══ Data ══
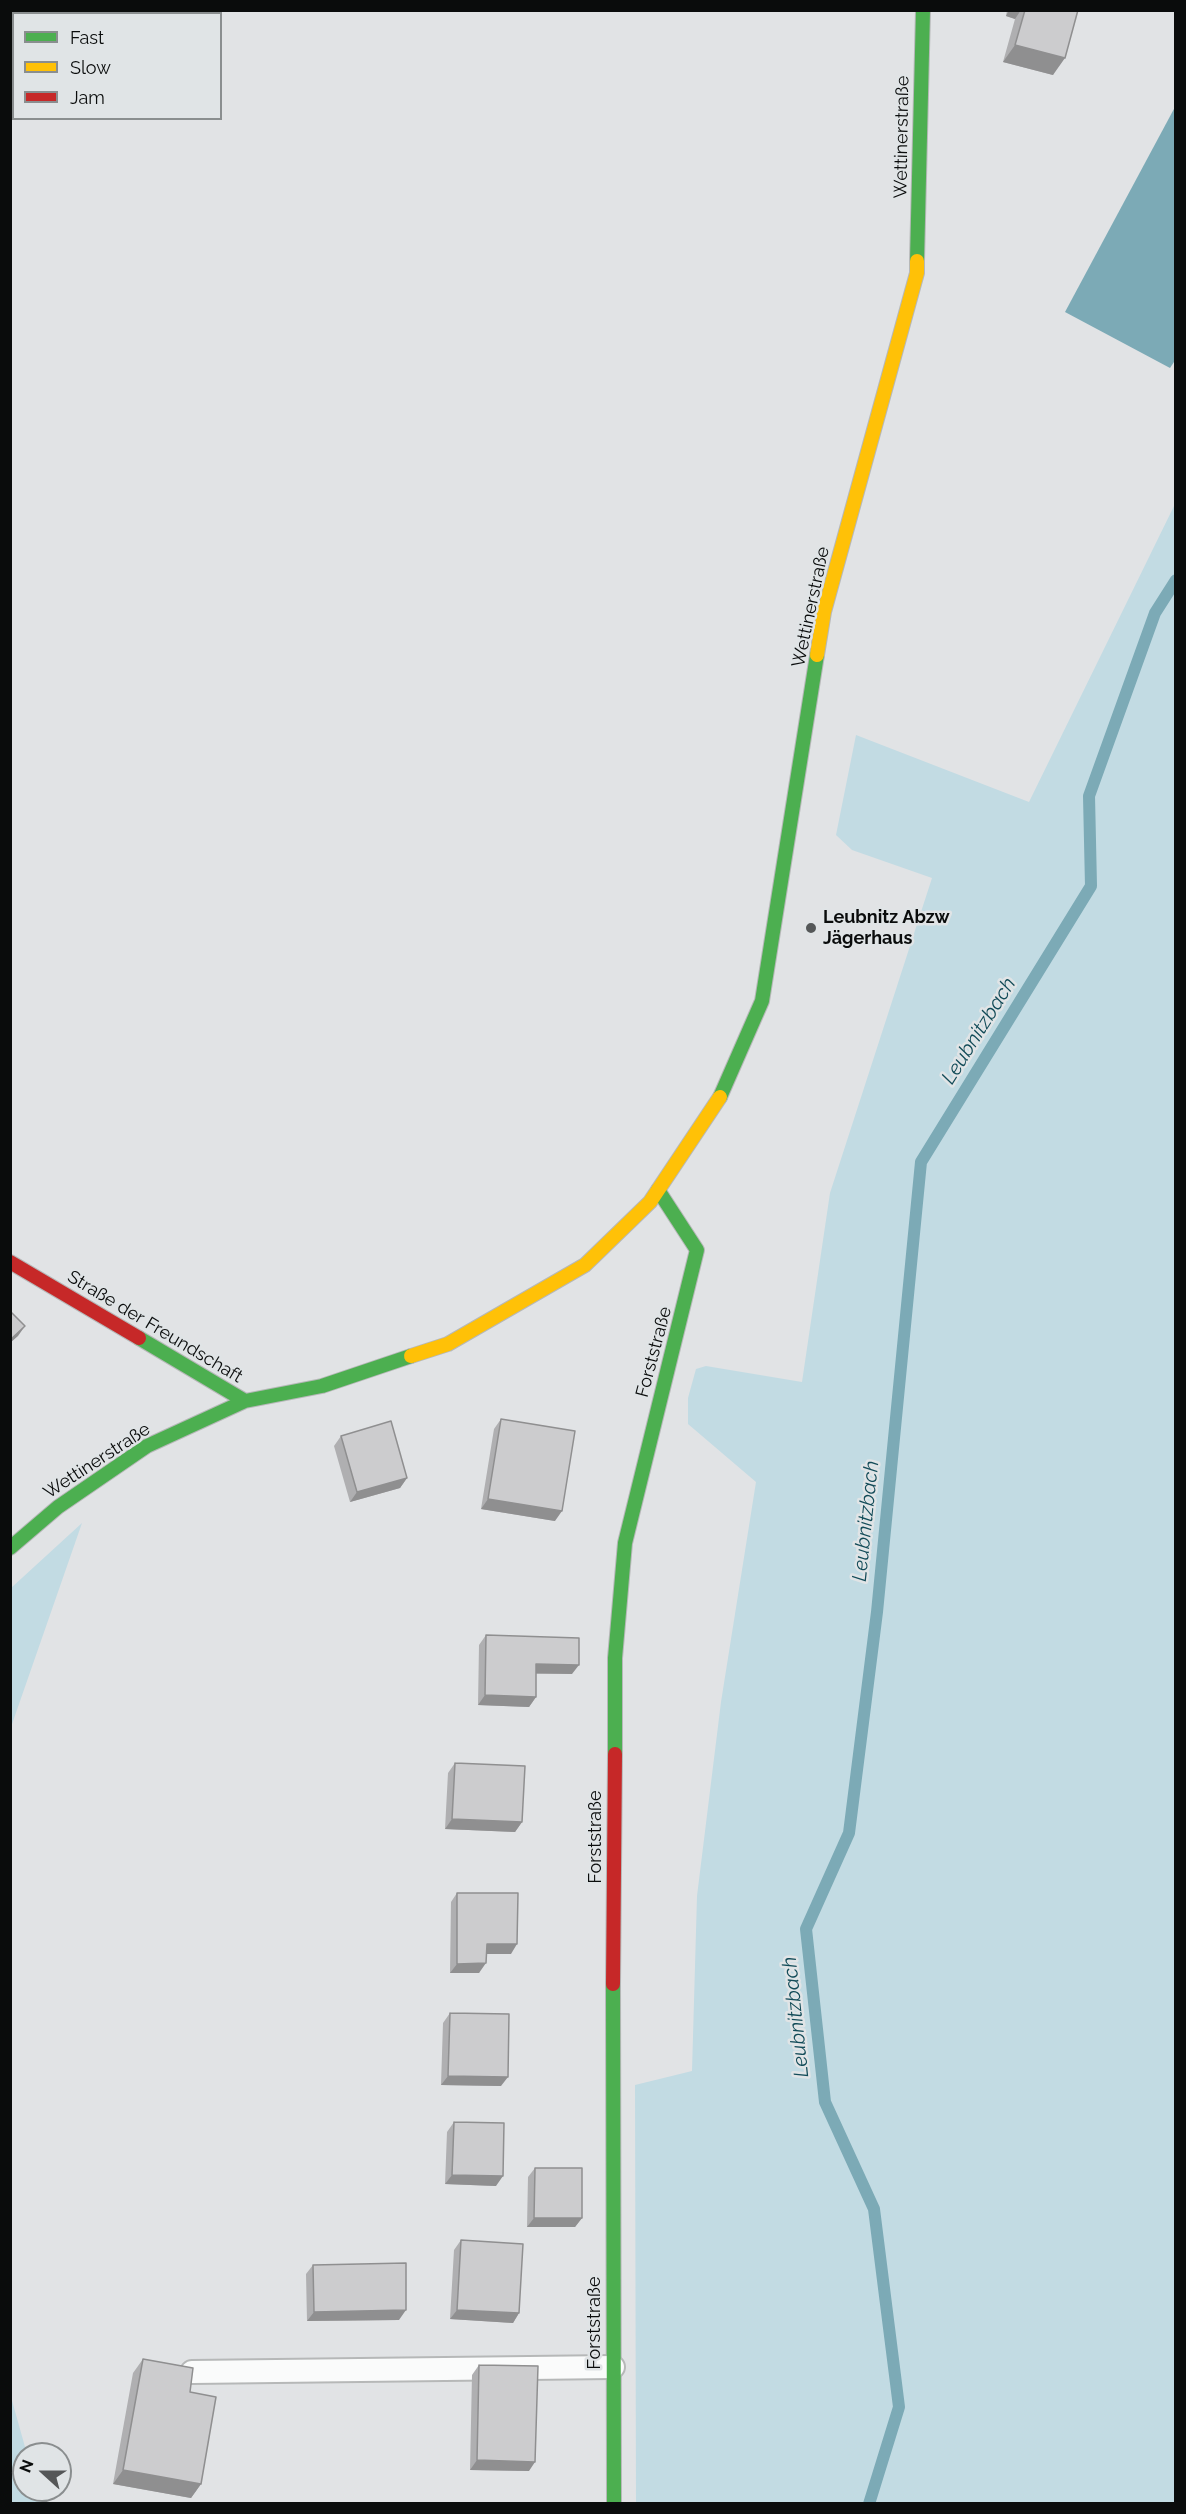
<!DOCTYPE html>
<meta charset="utf-8">
<style>
body{margin:0}
#map{position:relative;width:1186px;height:2514px;overflow:hidden;background:#e1e3e5;font-family:Raleway,sans-serif}
canvas{display:block}
.frame{position:absolute;inset:0;border:12px solid #0a0c0c;pointer-events:none}
.legend{position:absolute;left:12px;top:12px;width:210px;height:108px;box-sizing:border-box;background:#e0e4e6;border:2px solid #8a8e8f;margin:0;padding:8px 10px;list-style:none;font-size:18px;color:#0a0c0c}
.legend li{display:flex;align-items:center;gap:12px;height:30px}
.legend b{width:30px;border:2px solid #8a8e8f}
.north{position:absolute;left:12px;top:2442px;width:60px;height:60px;box-sizing:border-box;background:#e0e4e6;border:2px solid #8a8e8f;border-radius:50%;rotate:291deg;font-size:16px;font-weight:700;line-height:24px;text-align:center;color:#0a0c0c}
.north::after{content:'';display:block;margin:auto;width:21px;height:27px;background:#555758;clip-path:polygon(50% 0,100% 100%,50% 72%,0 100%)}
</style>
<div id="map">
<canvas width="1186" height="2514"></canvas>
<div class="frame"></div>
<ul class="legend">
<li><b style="height:8px;background:#4caf50"></b>Fast</li>
<li><b style="height:8px;background:#ffc107"></b>Slow</li>
<li><b style="height:8px;background:#c62828"></b>Jam</li>
</ul>
<div class="north">N</div>
</div>
<script>
const ctx = document.querySelector('canvas').getContext('2d');
ctx.lineJoin = 'round';
function fill(path, color) { ctx.fillStyle = color; ctx.fill(path, 'evenodd'); }
const shape = rows => new Path2D(rows.map(r => 'M' + r).join(''));
function trace(path, color, width, dash) { ctx.strokeStyle = color; ctx.lineWidth = width; ctx.lineCap = dash ? 'butt' : 'round'; ctx.setLineDash(dash || []); ctx.stroke(path); }
function label(font, color, halo, rows, align = 'center') {
  ctx.font = font + ' Raleway,sans-serif'; ctx.lineWidth = 5; ctx.setLineDash([]); ctx.textBaseline = 'middle'; ctx.strokeStyle = halo; ctx.fillStyle = color; for (const [text, x, y, turn = 0] of rows) {
    ctx.save(); ctx.translate(x, y); ctx.rotate((+turn || 0) * Math.PI / 180); ctx.textAlign = isNaN(turn) ? turn : align; if (halo) ctx.strokeText(text, 0, 0); ctx.fillText(text, 0, 0); ctx.restore();
  }
}
const green = shape([
 [1175,504,1175,2503,636,2503,635,2085,692,2071,697,1896,721,1702,756,1482,688,1424,688,1398,696,1369,706,1366,802,1382,830,1193,932,878,852,850,836,835,856,735,1029,802],
 [82,1523,11,1727,11,1730,11,1588],
 [11,2397,27,2454,24,2454,24,2490,37,2490,41,2503,11,2503]
]);
const water = shape([
 [1175,107,1176,359,1170,368,1065,312]
]);
const stream = shape([
 [869,2504,899,2407,874,2209,825,2102,806,1929,849,1833,877,1612,921,1162,1091,886,1089,796,1155,613,1176,580]
]);
const lane = shape([
 [192,2372,613,2367]
]);
const fast = shape([
 [917,261,923,10],
 [720,1097,762,1001,817,655],
 [139,1338,245,1401],
 [10,1548,58,1507,147,1446,245,1401,322,1386,411,1356],
 [615,1754,615,1658,625,1543,697,1250,658,1190],
 [613,1984,614,2504]
]);
const slow = shape([
 [817,655,824,612,917,273,917,261],
 [411,1356,448,1344,585,1265,650,1202,720,1097]
]);
const jam = shape([
 [10,1262,139,1338],
 [613,1984,615,1754]
]);
const wall = shape([
 [1007,10,1078,10,1053,75,1003,62,1015,19,1006,16],
 [501,1419,555,1521,481,1509,494,1429],
 [341,1436,407,1478,400,1488,350,1502,334,1446],
 [486,1635,572,1674,536,1674,536,1697,529,1707,478,1705,479,1645],
 [455,1763,522,1822,515,1832,445,1829,448,1773],
 [457,1893,511,1954,486,1954,479,1973,450,1973,451,1902],
 [450,2013,501,2086,441,2085,443,2023],
 [454,2122,496,2186,445,2184,447,2132],
 [535,2168,582,2218,575,2227,527,2227,528,2177],
 [461,2240,519,2313,513,2323,450,2319,454,2250],
 [313,2265,399,2320,307,2321,306,2274],
 [143,2359,190,2392,201,2484,191,2498,113,2484,133,2373],
 [479,2365,529,2471,470,2470,472,2375]
]);
const shadedWall = shape([
 [1009,10,1021,10,1015,19,1006,16],
 [1015,45,1065,58,1053,75,1003,62],
 [25,1326,18,1336,10,1343,10,1340],
 [407,1478,400,1488,350,1502,357,1492],
 [488,1499,562,1511,555,1521,481,1509],
 [536,1664,579,1665,572,1674,529,1673],
 [485,1695,536,1697,529,1707,478,1705],
 [452,1819,522,1822,515,1832,445,1829],
 [487,1944,517,1944,511,1954,480,1954],
 [486,1963,479,1973,450,1973,457,1964],
 [448,2076,508,2077,501,2086,441,2085],
 [452,2175,503,2176,496,2186,445,2184],
 [534,2218,582,2218,575,2227,527,2227],
 [406,2310,399,2320,307,2321,314,2312],
 [457,2310,519,2313,513,2323,450,2319],
 [477,2460,535,2462,529,2471,470,2470],
 [123,2470,201,2484,191,2498,113,2484]
]);
const building = shape([
 [1025,10,1078,10,1065,58,1015,45,1025,10],
 [10,1311,25,1326,10,1340,10,1311],
 [501,1419,575,1431,562,1511,488,1499,501,1419],
 [391,1421,407,1478,357,1492,341,1436,391,1421],
 [486,1635,579,1638,579,1665,536,1664,536,1697,485,1695,486,1635],
 [455,1763,525,1766,522,1822,452,1819,455,1763],
 [457,1893,518,1893,517,1944,487,1944,486,1963,457,1964,457,1893],
 [450,2013,509,2014,508,2077,448,2076,450,2013],
 [454,2122,504,2123,503,2176,452,2175,454,2122],
 [535,2168,582,2168,582,2218,534,2218,535,2168],
 [461,2240,523,2244,519,2313,457,2310,461,2240],
 [406,2263,406,2310,314,2312,313,2265,406,2263],
 [143,2359,193,2368,190,2392,216,2397,201,2484,123,2470,143,2359],
 [479,2365,538,2366,535,2462,477,2460,479,2365]
]);
const markers = [
 [811,928,6,"#555758"]
];
const streetNames = [
 ["Wettinerstraße",902,137,-89],
 ["Wettinerstraße",811,607,-78],
 ["Straße der Freundschaft",155,1327,31],
 ["Forststraße",654,1352,-75],
 ["Wettinerstraße",97,1461,-33],
 ["Forststraße",596,1837,-90],
 ["Forststraße",595,2323,-90]
];
const poiNames = [
 ["Leubnitz Abzw",823,918],
 ["Jägerhaus",823,939]
];
const waterNames = [
 ["Leubnitzbach",979,1031,-58],
 ["Leubnitzbach",866,1521,-84],
 ["Leubnitzbach",796,2017,-96]
];
fill(green, '#c2dbe3');
fill(water, '#7caab6');
trace(stream, '#7caab6', 12);
trace(lane, '#b6b8b8', 26);
trace(fast, '#b6b8b8', 16);
trace(slow, '#b6b8b8', 16);
trace(jam, '#b6b8b8', 16);
trace(lane, '#fafbfb', 22);
trace(fast, '#4caf50', 14);
trace(slow, '#ffc107', 14);
trace(jam, '#c62828', 14);
fill(wall, '#afafb1');
fill(shadedWall, '#8f8f90');
fill(building, '#ccccce');
trace(building, '#8f8f90', 1.5);
for (const [x, y, r, color] of markers) { const dot = new Path2D(); dot.arc(x, y, r, 0, 2 * Math.PI); ctx.fillStyle = color; ctx.fill(dot); trace(dot, '#e0e4e6', 2); }
label('18px', '#0a0c0c', '#e0e4e6', streetNames);
label('bold 18px', '#0a0c0c', '#e0e4e6', poiNames, 'left');
label('italic 20px', '#124b58', '#e0e4e6', waterNames);
</script>
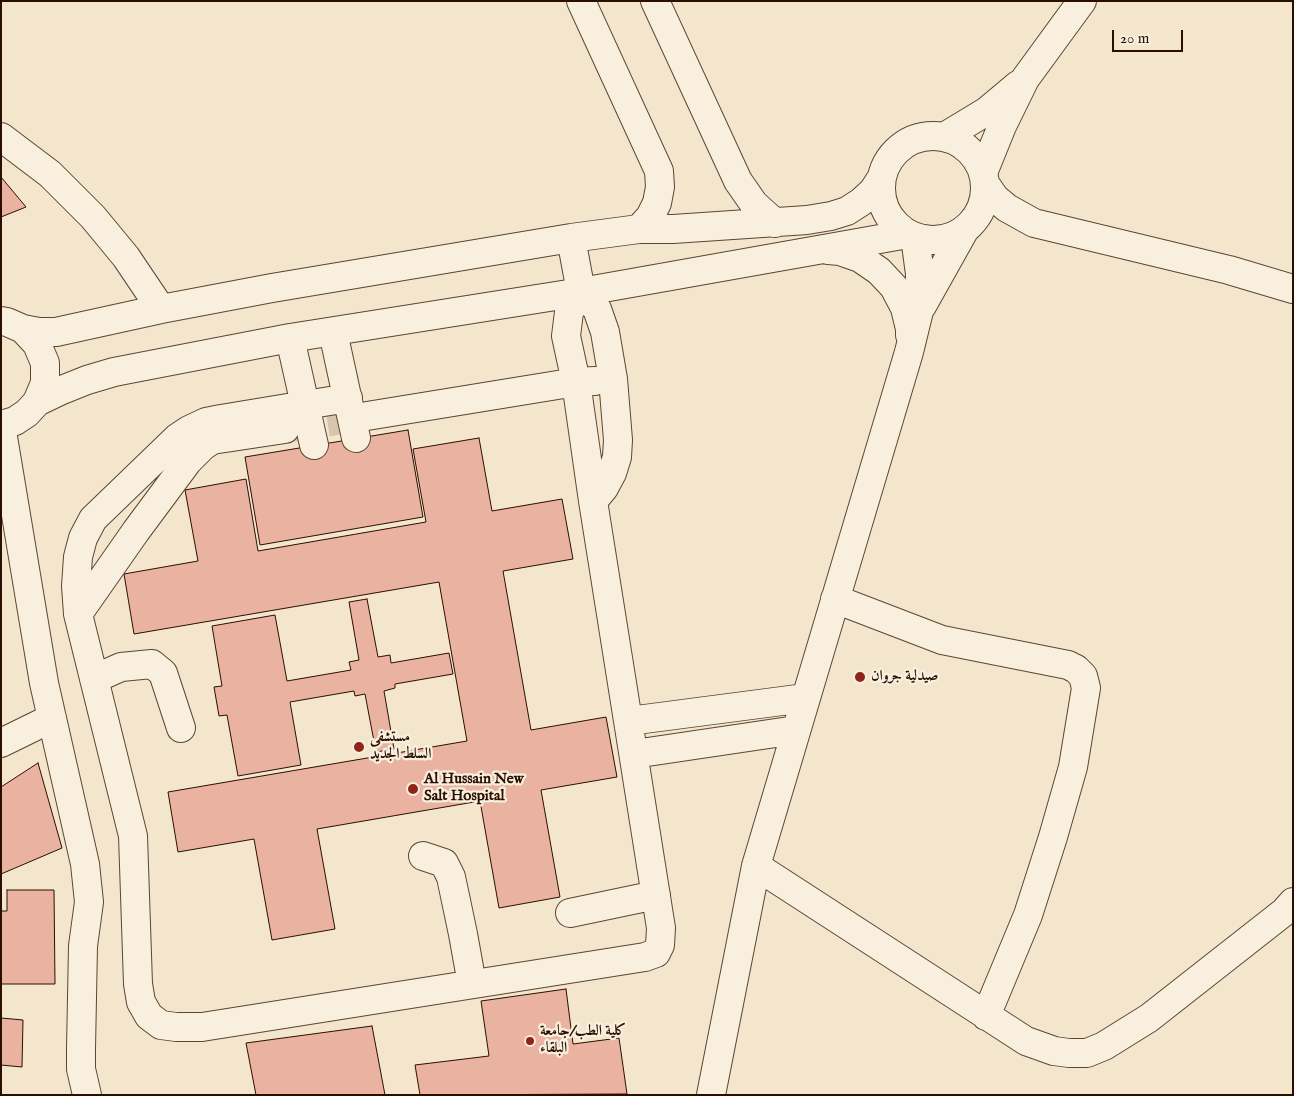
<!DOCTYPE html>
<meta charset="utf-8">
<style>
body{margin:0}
#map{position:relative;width:1294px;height:1096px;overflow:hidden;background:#f4e6cd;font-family:"IM FELL English",serif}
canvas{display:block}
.frame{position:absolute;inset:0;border:2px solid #2a0f00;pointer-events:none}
.scale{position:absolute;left:1112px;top:30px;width:71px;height:22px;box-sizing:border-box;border:2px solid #2a0f00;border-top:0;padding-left:6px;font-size:15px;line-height:18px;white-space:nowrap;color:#2a0f00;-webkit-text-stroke:4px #f8efde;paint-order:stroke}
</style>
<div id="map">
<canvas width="1294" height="1096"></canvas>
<div class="frame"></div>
<div class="scale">20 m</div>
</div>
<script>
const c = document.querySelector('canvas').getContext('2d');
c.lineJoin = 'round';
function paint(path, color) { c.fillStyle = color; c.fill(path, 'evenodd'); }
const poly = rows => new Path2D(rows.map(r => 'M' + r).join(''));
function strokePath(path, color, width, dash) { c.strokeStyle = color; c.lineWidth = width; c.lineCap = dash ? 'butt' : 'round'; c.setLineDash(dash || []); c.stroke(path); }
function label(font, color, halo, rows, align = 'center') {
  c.font = font + ' "IM FELL English",Amiri,serif'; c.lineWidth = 4.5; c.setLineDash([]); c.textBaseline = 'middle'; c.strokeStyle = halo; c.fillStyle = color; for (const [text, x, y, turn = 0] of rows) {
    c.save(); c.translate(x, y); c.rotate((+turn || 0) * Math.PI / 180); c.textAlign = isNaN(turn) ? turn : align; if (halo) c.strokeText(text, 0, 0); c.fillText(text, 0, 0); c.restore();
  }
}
const building = poly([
 [1,177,26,207,1,217,1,177],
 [408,430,423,517,260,545,245,457,408,430],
 [479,438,492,511,562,499,573,559,503,571,531,730,606,717,617,777,541,790,560,897,499,908,480,801,317,829,335,929,272,940,254,839,178,852,168,792,467,741,439,582,134,634,124,574,198,561,185,490,246,479,258,551,426,522,413,449,479,438],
 [367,599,378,657,390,655,391,663,449,653,453,674,395,684,395,688,384,691,394,749,376,752,365,694,355,696,354,691,290,702,301,765,238,776,227,715,219,716,214,687,222,686,212,626,275,615,287,681,351,670,349,662,359,660,349,602,367,599],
 [38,763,62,848,1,874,1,787,38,763],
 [7,890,54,890,55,984,1,984,1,911,7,911,7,890],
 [566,989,573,1044,619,1038,627,1094,420,1095,415,1065,489,1056,481,1001,566,989],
 [1,1018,23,1020,22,1067,1,1065,1,1018],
 [372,1026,385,1095,256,1095,246,1043,372,1026]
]);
const minorTunnel = poly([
 [286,429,367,416]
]);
const minor = poly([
 [581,1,659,171,660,187,657,203,650,217,639,229],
 [655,1,738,181,754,204,775,223],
 '881 188a52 52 0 1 1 104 0a52 52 0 1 1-104 0Z',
 [1,137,50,174,93,217,126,257,161,309],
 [944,137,987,111,1018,85],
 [983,173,1002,126,1025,79,1082,1],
 [986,185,995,198,1007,208,1034,223,1229,270,1293,289],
 [571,238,581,292,597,309,605,332,613,379,618,440,617,457,612,473,604,488,593,501],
 [828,250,840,251,860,258,879,271,894,287,905,308,910,329,910,335],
 [922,306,964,231],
 [1,321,7,322,23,329,37,344,45,363,45,383,37,402],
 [23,329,39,332,56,332,161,309,272,288,571,238,639,229,673,229,807,220,831,216,847,211,861,202,873,191,882,177],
 [333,332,356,438],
 [290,338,314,445],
 [348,398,221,419,206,422,189,430,177,438,93,519,83,538,78,557,76,586,78,614,133,836,138,984,141,1002,149,1016,161,1025,176,1027,202,1027,645,957,656,953,660,945,661,928,593,501,576,382,566,336,569,312,581,292],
 [367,416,576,382,595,381],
 [1,425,15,421,27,413,37,402,62,390,87,380,114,372,290,338,581,292,908,234],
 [1,425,44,683,85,864,89,902,83,946,81,1049,81,1069,87,1095],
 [835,599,942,640,1068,665,1076,669,1083,676,1086,688,1073,767,1053,837,1028,915,986,1016],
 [78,614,136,531,188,461,203,446,212,440,285,429],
 [94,679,121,667,152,664,163,673,181,728],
 [629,721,805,698],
 [1,743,52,718],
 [634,754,796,730],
 [423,856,444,863,451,877,463,934,472,984],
 [756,866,1026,1041,1054,1051,1069,1053,1087,1053,1104,1046,1149,1018,1284,912,1293,902],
 [570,913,656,895],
 [711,1095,756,866,909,352,919,311,920,274,915,237]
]);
const markers = [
 [860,677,6,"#8f2418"],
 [359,747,6,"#8f2418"],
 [413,789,6,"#8f2418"],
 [530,1041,5,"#8f2418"]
];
const poiNames = [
 ["صيدلية جروان",871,677],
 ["مستشفى",370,738],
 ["السلط الجديد",370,755],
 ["Al Hussain New",424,780],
 ["Salt Hospital",424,797],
 ["كلية الطب/جامعة",540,1032],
 ["البلقاء",540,1049]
];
paint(building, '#e9b2a1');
strokePath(building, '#2a0f00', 1);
strokePath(minorTunnel, '#d6c6ae', 28, [28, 14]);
strokePath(minor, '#5c4533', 30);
strokePath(minor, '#f8efde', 28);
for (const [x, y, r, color] of markers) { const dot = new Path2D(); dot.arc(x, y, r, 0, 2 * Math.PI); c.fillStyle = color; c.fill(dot); strokePath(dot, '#f8efde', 2); }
label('bold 15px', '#2a0f00', '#f8efde', poiNames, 'left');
</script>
═══
## Problem requirements
All lines in the listing above between the line with "c.lineJoin = 'round';" and the line with "const poly = rows", inclusive, should be set down exactly, and no line outside that range.

## Task solution
c.lineJoin = 'round';
function paint(path, color) { c.fillStyle = color; c.fill(path, 'evenodd'); }
const poly = rows => new Path2D(rows.map(r => 'M' + r).join(''));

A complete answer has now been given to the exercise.